Almanackers of old, though, made prophetic claims far more grandiose than a rainy April. Astronomy and astrology were not yet considered distinct disciplines, and many almanacs claimed to read the future in the stars. (Nostradamus began his career as a prophet with a series of almanacs published in the 1550s.) By the 17th century, English almanacs in particular were predicting plagues, earthquakes and other calamities with such profligacy that an industry of satirical almanacs sprang up to mock the earnest soothsaying of the others. 

Life in the New World

Almanacs appeared in America within a single generation of the first English settlements, with An Almanac Calculated for New England appearing in 1639. Publishers in Philadelphia later produced almanacs that were read all over the colonies. The most popular of these was Poor Richard’s Almanack, edited and written by Benjamin Franklin. Over its 25-year run, from 1732 to 1757, Poor Richard was a sensation, reinventing the almanac for American sensibilities. Franklin wrote to entertain as well as to instruct; along with calendars, tables, and weather forecasts, each edition of Poor Richard contained mathematical puzzles, poetry, aphorisms and news items that formed a running story, encouraging readers to buy the next year’s edition.

The familiar Franklin persona — the pithy sayings, the thrift and enterprise, the boundless curiosity — has its origins in Poor Richard. Its cultural impact was massive. Collections of witticisms drawn from its pages became bestsellers in their own right, and many of its proverbs are still familiar to every American: Fish and visitors stink in three days. Make haste slowly. Three may keep a secret, if two of them are dead. Even “No pain, no gain” is a variation on one of Franklin’s sayings.

A Farmer’s Forecast

Today’s almanacs no longer indulge in prophecy, as a rule, with the exception of one topic: the weather. Both the Old Farmer’s Almanac and the competing adjectiveless Farmer’s Almanac give a long-range forecast for conditions throughout the coming sixteen months. 

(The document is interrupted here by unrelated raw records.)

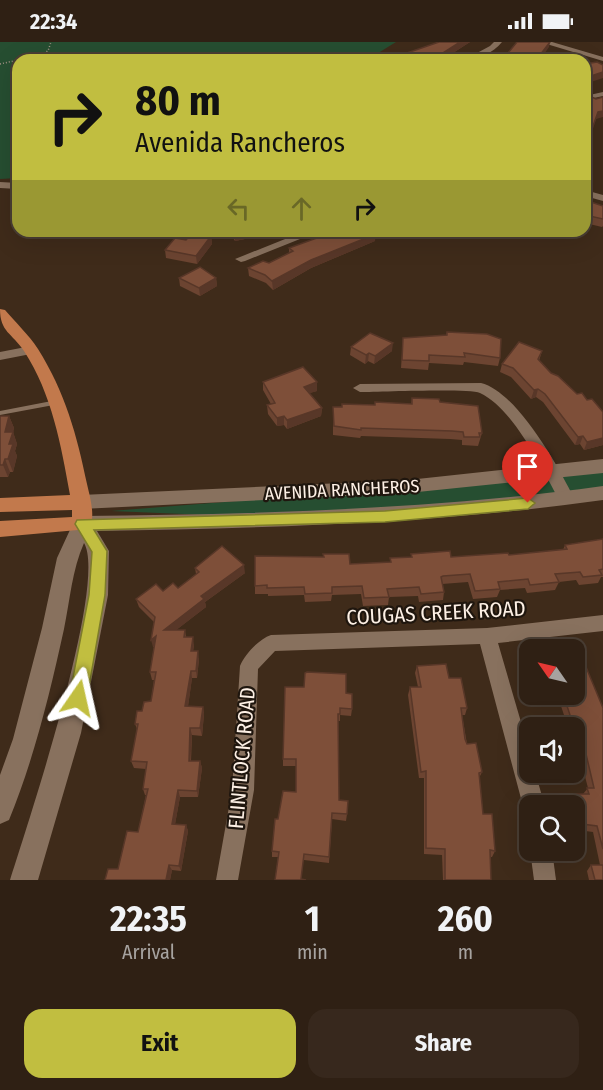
<!DOCTYPE html>
<style>
body{margin:0;font-family:"Fira Sans Condensed",sans-serif;background:#37281d;color:#f1f3f6;height:100vh;display:flex;flex-direction:column;font-size:22px;white-space:nowrap}
*{box-sizing:border-box;margin:0}
p{font-size:20px;color:#a7a3a0}
.icon{flex:none;width:33px;height:33px;fill:none;stroke:currentColor;stroke-width:2;stroke-linecap:round;stroke-linejoin:round}
.map{position:relative;height:838px;overflow:hidden}
.details{display:flex;flex-direction:column;background:#2f2014;flex:1}
.details>*{flex:none}
.guide{position:absolute;left:12px;top:12px;width:579px;height:183px;border-radius:18px;box-shadow:0 6px 24px #0002,0 0 0 2px #4a3e34;background:#c1be40;color:#111;overflow:hidden}
.needle{width:39px;rotate:304deg}
.controls{position:absolute;left:519px;top:597px;display:grid;gap:12px}
.controls a{display:grid;place-items:center;width:66px;height:66px;border-radius:12px;background:#2f2014;box-shadow:0 6px 24px #0002,0 0 0 2px #4a3e34;font-size:30px}
.pin{position:absolute;display:grid;place-items:center;width:51px;height:51px;color:#fff;margin:-62px -26px;border-radius:50% 50% 50% 0;rotate:-45deg;box-shadow:0 0 6px #0007}
.pin .icon{rotate:45deg}
.me{position:absolute;width:66px;margin:-33px;rotate:11deg;stroke-linejoin:round;filter:drop-shadow(0 0 4px #0008)}
.turn{display:flex;align-items:center;gap:21px;height:126px;padding:0 24px;font-size:27px}
.turn .icon{width:78px;height:78px;stroke-width:2.5}
.turn b{display:block;font-size:42px;line-height:51px}
.lanes{display:flex;align-items:center;height:57px;padding:0 24px;background:#0003;justify-content:center;gap:30px;direction:ltr}
.lanes .off{opacity:.35}
.eta{display:flex;justify-content:space-evenly;align-items:center;height:102px;text-align:center}
.eta b{font-size:36px;font-weight:700;line-height:42px}
.button{display:flex;gap:12px;margin-top:auto;padding:12px 24px}
.button a{flex:1;height:69px;border-radius:18px;background:#c1be40;color:#111;font-size:24px;font-weight:700;line-height:69px;text-align:center}
.button a+a{background:#37281d;color:#f1f3f6}
.status{display:flex;justify-content:space-between;align-items:center;height:42px;padding:0 30px;background:#2f2014;direction:ltr}
.status svg{height:16px;fill:currentColor}
.map>svg:first-child{display:block}
.green{fill:#264e31}
.lines{fill:none;stroke-linecap:round;stroke-linejoin:round}
.path{stroke:#a49386;stroke-width:1.5;stroke-dasharray:1 2;stroke-linecap:butt}
.lane{fill:#88715e;fill-rule:evenodd}
.street{fill:#88715e;fill-rule:evenodd}
.secondary{fill:#88715e;fill-rule:evenodd}
.primary{fill:#c2794c;fill-rule:evenodd}
.wall{fill:#6c4431}
.shaded-wall{fill:#583728}
.building{fill:#7e4f39;stroke:#583728;stroke-width:1.5}
.route{fill:#c1be40;stroke:#7d7c2a;stroke-width:1.5}
.labels{text-anchor:middle;dominant-baseline:central;stroke-width:4.5;stroke-linejoin:round;paint-order:stroke}
.street-label{font-size:18px;fill:#fdf0e5;stroke:#1f160e}
.near-street-label{font-size:21px;fill:#fdf0e5;stroke:#1f160e}
</style>
<div class="status"><b>22:34</b><svg viewBox="0 0 49 12"><path d="M0 12V9h3v3zM5 12V6h3v6zM10 12V3h3v9zM15 12V0h3v12zM26 1h20v11H26zM47 4h2v5h-2z"/></svg></div>
<div class="map">
<svg width="603" height="838" viewBox="0 0 603 838">
<rect width="100%" height="100%" fill="#3f2b1a"/>
<!-- green -->
<g class="green">
<polygon points="0,0 396,0 367,18 18,18 18,136 0,137"/>
<polygon points="603,427 603,448 570,453 559,432"/>
<polygon points="551,434 559,454 279,476 111,469"/>
</g>
<g class="lines">
<!-- path -->
<g class="path">
<polyline points="21,18 33,16 48,9 51,0"/>
<polyline points="0,22 18,18"/>
</g>
<!-- lane -->
<polygon class="lane" points="57,358 59,358 60,360 59,362 0,373 0,369"/>
<!-- street -->
<g class="street">
<path d="M494,0H502C493,11 478,18 464,18L490,4Z"/>
<polygon points="540,0 552,0 603,15 603,19"/>
<polygon points="603,50 603,54 585,58 585,54"/>
<polygon points="0,140 18,141 18,147 0,146"/>
<polygon points="585,148 603,153 603,159 585,154"/>
<polygon points="305,189 320,189 245,219 241,220 235,217"/>
<polygon points="31,304 36,305 37,308 36,311 0,318 0,310"/>
<path d="M481,341C517,350 558,424 574,456L572,460H560C543,428 513,366 480,351C469,346 379,350 360,350L353,346L360,342Z"/>
<path d="M603,573V589L498,601L530,711V730H535L545,764H530V773L523,764L480,602L275,609L258,627L254,748L238,838H216L232,748L240,624C245,612 259,597 271,593L487,586Z"/>
<polygon points="530,808 552,808 556,838 534,838"/>
</g>
<!-- secondary -->
<g class="secondary">
<polygon points="603,417 603,431 408,451 81,467 74,465 72,460 74,455 81,453 408,438"/>
<path d="M603,444V458C435,482 267,486 97,489L109,509L108,553L81,691L38,838H10C27,784 108,541 84,501C72,528 70,558 64,587C50,651 34,717 9,778L0,782V733L13,697L42,586L57,516L75,477L82,474C256,472 430,468 603,444Z"/>
</g>
<!-- primary -->
<path class="primary" d="M0,267L5,268C16,281 29,293 38,307C65,350 77,393 87,442C90,455 96,475 89,487L0,495V479L72,475V468L0,470V456L70,453C61,403 52,352 24,309C12,291 0,290 0,267Z"/>
</g>
<!-- wall -->
<g class="wall">
<polygon points="439,0 470,0 442,18 401,18 401,13"/>
<polygon points="585,158 603,164 603,184 602,185 585,181"/>
<polygon points="228,189 255,189 255,195 235,199"/>
<polygon points="211,194 212,202 197,222 166,216 165,208 186,198"/>
<polygon points="375,199 311,226 273,248 266,241 249,234 248,226 269,221 289,211 289,206"/>
<polygon points="179,236 216,236 217,244 200,254 180,244"/>
<polygon points="447,290 500,316 498,324 464,320 463,323 429,321 428,328 401,326 403,296 446,293"/>
<polygon points="351,305 392,309 374,322 368,319 365,322 350,313"/>
<polygon points="542,309 539,319 551,331 577,352 587,358 603,370 603,403 584,408 580,402 575,403 543,360 536,355 531,357 511,335 500,330 502,322"/>
<polygon points="263,340 317,349 309,351 322,366 321,374 287,387 284,383 277,384 268,372 267,363 271,362 263,348"/>
<polygon points="412,356 440,360 482,391 478,404 462,403 462,398 450,397 361,394 360,396 333,393 333,365 411,362"/>
<polygon points="0,374 9,374 14,386 13,390 17,402 15,409 17,414 13,430 10,430 8,435 0,435"/>
<polygon points="603,497 603,535 601,535 598,541 579,543 576,538 559,540 555,548 527,551 525,546 500,548 497,555 473,557 468,540 442,542 444,550 443,558 419,560 418,554 389,555 388,563 363,564 361,552 332,553 331,559 305,560 304,553 268,554 268,552 255,552 255,544 323,515 323,512 350,522 390,520 390,516 411,515 411,512 451,515 509,513 563,508 565,503"/>
<polygon points="195,526 245,531 205,560 206,565 176,588 185,588 186,595 194,603 193,609 199,617 197,636 192,636 188,664 203,665 204,672 202,694 192,693 191,719 200,719 202,726 198,755 180,755 175,782 186,783 188,789 181,829 172,828 170,838 105,838 118,827 138,790 146,753 145,753 143,747 146,727 134,726 131,719 137,687 135,682 142,669 151,659 154,638 152,638 150,630 154,605 153,605 154,580 139,565 136,557 178,546 196,532"/>
<polygon points="417,624 449,636 467,666 465,673 462,673 467,702 482,730 479,736 483,772 495,809 492,815 490,815 491,838 443,838 442,813 424,812 424,736 419,736 408,653 410,645 418,645 415,631"/>
<polygon points="582,626 603,666 603,838 589,838 587,829 591,823 600,823 593,790 578,788 574,774 574,764 572,764 571,759 576,752 583,752 588,746 581,719 574,719 574,686 554,686 555,683 567,682 559,658 543,660 540,652 574,652"/>
<polygon points="346,651 352,667 351,674 340,673 340,679 338,679 339,758 347,772 346,779 332,777 329,821 304,818 275,838 278,815 272,815 272,809 278,777 296,750 296,724 283,724 283,717"/>
</g>
<!-- shaded-wall -->
<g class="shaded-wall">
<polygon points="460,0 470,0 442,18 432,18"/>
<polygon points="550,0 549,5 540,18 532,18"/>
<polygon points="603,30 603,36 585,42 585,36"/>
<polygon points="603,69 603,75 596,77 585,109 598,70"/>
<polygon points="246,189 255,189 255,195 235,199 235,191"/>
<polygon points="376,192 375,199 311,226 273,248 272,239 311,218"/>
<polygon points="211,194 212,202 197,222 196,214"/>
<polygon points="216,236 217,244 200,254 199,246"/>
<polygon points="393,301 392,309 374,322 375,314"/>
<polygon points="369,311 368,319 365,322 366,313"/>
<polygon points="317,340 317,349 304,353 304,345"/>
<polygon points="538,347 536,355 531,357 534,348"/>
<polygon points="322,366 321,374 287,387 287,378"/>
<polygon points="9,374 14,386 13,390 17,402 15,409 17,414 13,430 8,417 5,390"/>
<polygon points="284,374 284,383 277,384 277,376"/>
<polygon points="583,394 580,402 575,403 578,395"/>
<polygon points="603,396 603,403 584,408 587,400"/>
<polygon points="5,417 10,430 8,435 3,423"/>
<polygon points="244,523 245,531 205,560 206,565 166,596 164,588 201,554"/>
<polygon points="156,594 158,602 153,605 151,598"/>
<polygon points="193,595 194,603 192,617 191,609"/>
<polygon points="198,609 199,617 197,636 196,629"/>
<polygon points="191,629 192,636 187,672 185,664"/>
<polygon points="203,665 204,672 202,694 200,686"/>
<polygon points="190,686 192,693 190,725 189,719"/>
<polygon points="200,719 202,726 198,755 197,749"/>
<polygon points="178,748 180,755 174,788 172,782"/>
<polygon points="186,783 188,789 181,829 179,824"/>
<polygon points="169,823 172,828 170,838 166,838"/>
</g>
<!-- building -->
<g class="building">
<polygon points="439,0 460,0 432,18 416,18 401,13"/>
<polygon points="517,0 550,0 540,13 532,18 497,18 508,11"/>
<polygon points="597,20 603,23 603,30 585,36 585,22"/>
<polygon points="585,52 596,57 603,55 603,69 598,70 585,107"/>
<polygon points="585,158 603,164 603,177 585,173"/>
<polygon points="233,189 246,189 235,191"/>
<polygon points="336,189 372,189 376,192 311,218 272,239 265,233 248,226 263,219 269,221 293,209 289,206"/>
<polygon points="192,191 211,194 196,214 165,208 175,196 186,198"/>
<polygon points="200,225 216,236 199,246 179,236"/>
<polygon points="447,290 487,292 501,297 500,316 464,311 465,315 429,313 429,319 402,318 403,296 447,293"/>
<polygon points="370,291 393,301 375,314 369,311 366,313 351,305"/>
<polygon points="519,300 542,309 538,317 551,331 558,334 577,352 582,351 587,358 592,357 603,370 603,396 587,400 583,394 578,395 545,352 538,347 534,348 513,326 502,322"/>
<polygon points="303,325 317,340 304,345 322,366 287,378 284,374 277,376 267,363 275,361 263,340"/>
<polygon points="412,356 439,357 440,360 478,364 482,391 479,391 480,395 464,395 463,390 452,389 361,386 361,388 334,384 333,365 342,365 342,362 375,363 375,360 412,362"/>
<polygon points="0,374 9,374 5,390 13,390 9,402 13,402 8,417 5,417 3,423 0,423"/>
<polygon points="603,497 603,527 599,528 602,533 583,535 580,530 555,532 559,540 530,543 528,537 498,540 500,547 475,549 470,532 443,534 441,535 444,550 421,552 419,545 387,547 389,555 364,556 362,544 332,545 332,551 305,552 304,545 267,546 267,543 255,544 255,514 324,515 323,512 349,512 350,522 391,520 390,516 412,515 411,512 450,509 451,515 508,511 509,513 567,507 565,503"/>
<polygon points="222,504 244,523 201,554 204,557 164,588 185,588 184,595 193,595 191,609 198,609 196,629 191,629 185,664 203,665 200,686 190,686 189,719 200,719 197,749 178,748 172,782 186,783 179,824 169,823 166,838 105,838 108,827 118,827 127,789 138,790 148,747 143,747 147,720 131,719 138,682 135,682 137,669 142,669 144,660 151,659 156,630 150,630 156,594 151,598 155,575 136,557 156,542 163,549 173,541 178,546 199,530 195,526"/>
<polygon points="574,606 574,608 559,608"/>
<polygon points="574,608 582,626 586,625 603,666 603,807 597,784 582,782 576,752 589,752 587,746 594,746 586,712 574,713 574,686 556,686 555,683 573,682 563,652 574,652"/>
<polygon points="446,622 449,636 461,636 467,666 461,666 465,697 467,702 476,701 482,730 479,731 483,772 492,772 495,809 490,808 491,838 445,838 445,807 426,806 426,729 421,730 410,645 421,645 417,624"/>
<polygon points="307,630 346,632 346,651 352,652 352,667 340,666 340,672 338,672 339,758 348,759 347,772 332,771 329,815 304,812 301,837 306,838 275,838 279,810 272,809 275,777 278,777 283,749 296,750 296,717 283,717 285,645 304,645 305,631"/>
<polygon points="591,823 603,823 603,838 595,838"/>
</g>
<!-- route -->
<polygon class="route" points="528,456 535,461 528,467 385,480 94,488 107,509 105,553 87,656 84,662 78,664 72,662 69,656 89,553 92,510 75,482 77,478 385,469"/>
<g class="labels">
<!-- street labels -->
<g class="street-label">
<text transform="translate(342 448) rotate(-3)">AVENIDA RANCHEROS</text>
</g>
<!-- near-street labels -->
<g class="near-street-label">
<text transform="translate(436 571) rotate(-3)">COUGAS CREEK ROAD</text>
<text transform="translate(242 716) rotate(-85)">FLINTLOCK ROAD</text>
</g>
</g>
</svg>
<div class="controls">
<a><svg class="needle" viewBox="-14 -14 28 28"><path d="M0-13l5 13h-10z" fill="#e53935"/><path d="M0 13l5-13h-10z" fill="#a7a3a0"/></svg></a>
<a><svg class="icon" aria-label="sound" viewBox="0 0 24 24"><path d="M4 9h4l5-4v14l-5-4H4zM17 9q2 3 0 6"/></svg></a>
<a><svg class="icon" aria-label="search" viewBox="0 0 24 24"><circle cx="10" cy="10" r="6"/><path d="M15 15l6 6"/></svg></a>
</div>
<div class="pin" style="left:528px;top:461px;background:#d93025"><svg class="icon" aria-label="arrive" viewBox="0 0 24 24"><path d="M6 21V4h12l-3 4 3 4H6"/></svg></div>
<svg class="me" style="left:78px;top:656px" viewBox="-20 -20 40 40"><path d="M0-17L14 15 0 8-14 15z" fill="#c1be40" stroke="#fff" stroke-width="4"/></svg>
<div class="guide">
<div class="turn"><svg class="icon" aria-label="right" viewBox="0 0 24 24"><path d="M7 20v-9h11M14 6l5 5-5 5"/></svg><div><b>80 m</b>Avenida Rancheros</div></div>
<div class="lanes"><svg class="icon off" aria-label="left" viewBox="0 0 24 24"><path d="M17 20v-9H6M10 6l-5 5 5 5"/></svg><svg class="icon off" aria-label="ahead" viewBox="0 0 24 24"><path d="M12 20V5M6 11l6-6 6 6"/></svg><svg class="icon" aria-label="right" viewBox="0 0 24 24"><path d="M7 20v-9h11M14 6l5 5-5 5"/></svg></div>
</div>
</div>
<section class="details">
<div class="eta">
<div><b>22:35</b><p>Arrival</p></div>
<div><b>1</b><p>min</p></div>
<div><b>260</b><p>m</p></div>
</div>
<div class="button"><a>Exit</a><a>Share</a></div>
</section>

Many meteorologists are skeptical of these forecasts. Penn State climatologist Paul Knight noted that the publications’ use of vague language results in “predictions” so broad as to be effectively meaningless. Further, their reliance on precedent — using weather patterns from past years to extrapolate the future — requires no real scientific skill. 

Though both publications make extravagant claims for their correctness — each declaring that its forecasts have, by its own metrics, an average accuracy of eighty percent or more year-over-year — objective examination casts doubt upon their assertions. A 1981 study compared five years’ worth of Old Farmer’s Almanac predictions to the recorded conditions in cities across the almanac’s sixteen regions, and found that the forecast was about fifty percent accurate — no better than random chance.

Even if the almanac-makers know something that the meteorological establishment doesn’t, though, their refusal to reveal their predictive methodology remains irksome to critics like Knight. Along with accepted meteorological tools like computer-aided climate models, almanac prognosticators claim to factor in phenomena such as sunspots, which are not proven to affect terrestrial weather. Their exact methods, however, are closely guarded trade secrets. 

If the editors of an almanac truly have an advanced formula for making long-range weather forecasts, Knight argues, subjecting it to peer review — exposing its weaknesses, building on its strengths — will result in further improvement of the formula, as well as advancing meteorology overall. Their decision to keep secrets in pursuit of a commercial monopoly impedes the progress of science.

Benjamin Franklin would agree. In addition to his career as a maker of almanacs, Franklin was a prolific inventor; but he never sought to patent any of his creations. “That as we enjoy great advantages from the Inventions of others, we should be glad of an opportunity to serve others by any invention of ours,” he wrote. “And this we should do freely and generously.” Heaven knows, Franklin had nothing against making an honest dollar. But scientific knowledge must be shared if this world is to have a future worth predicting.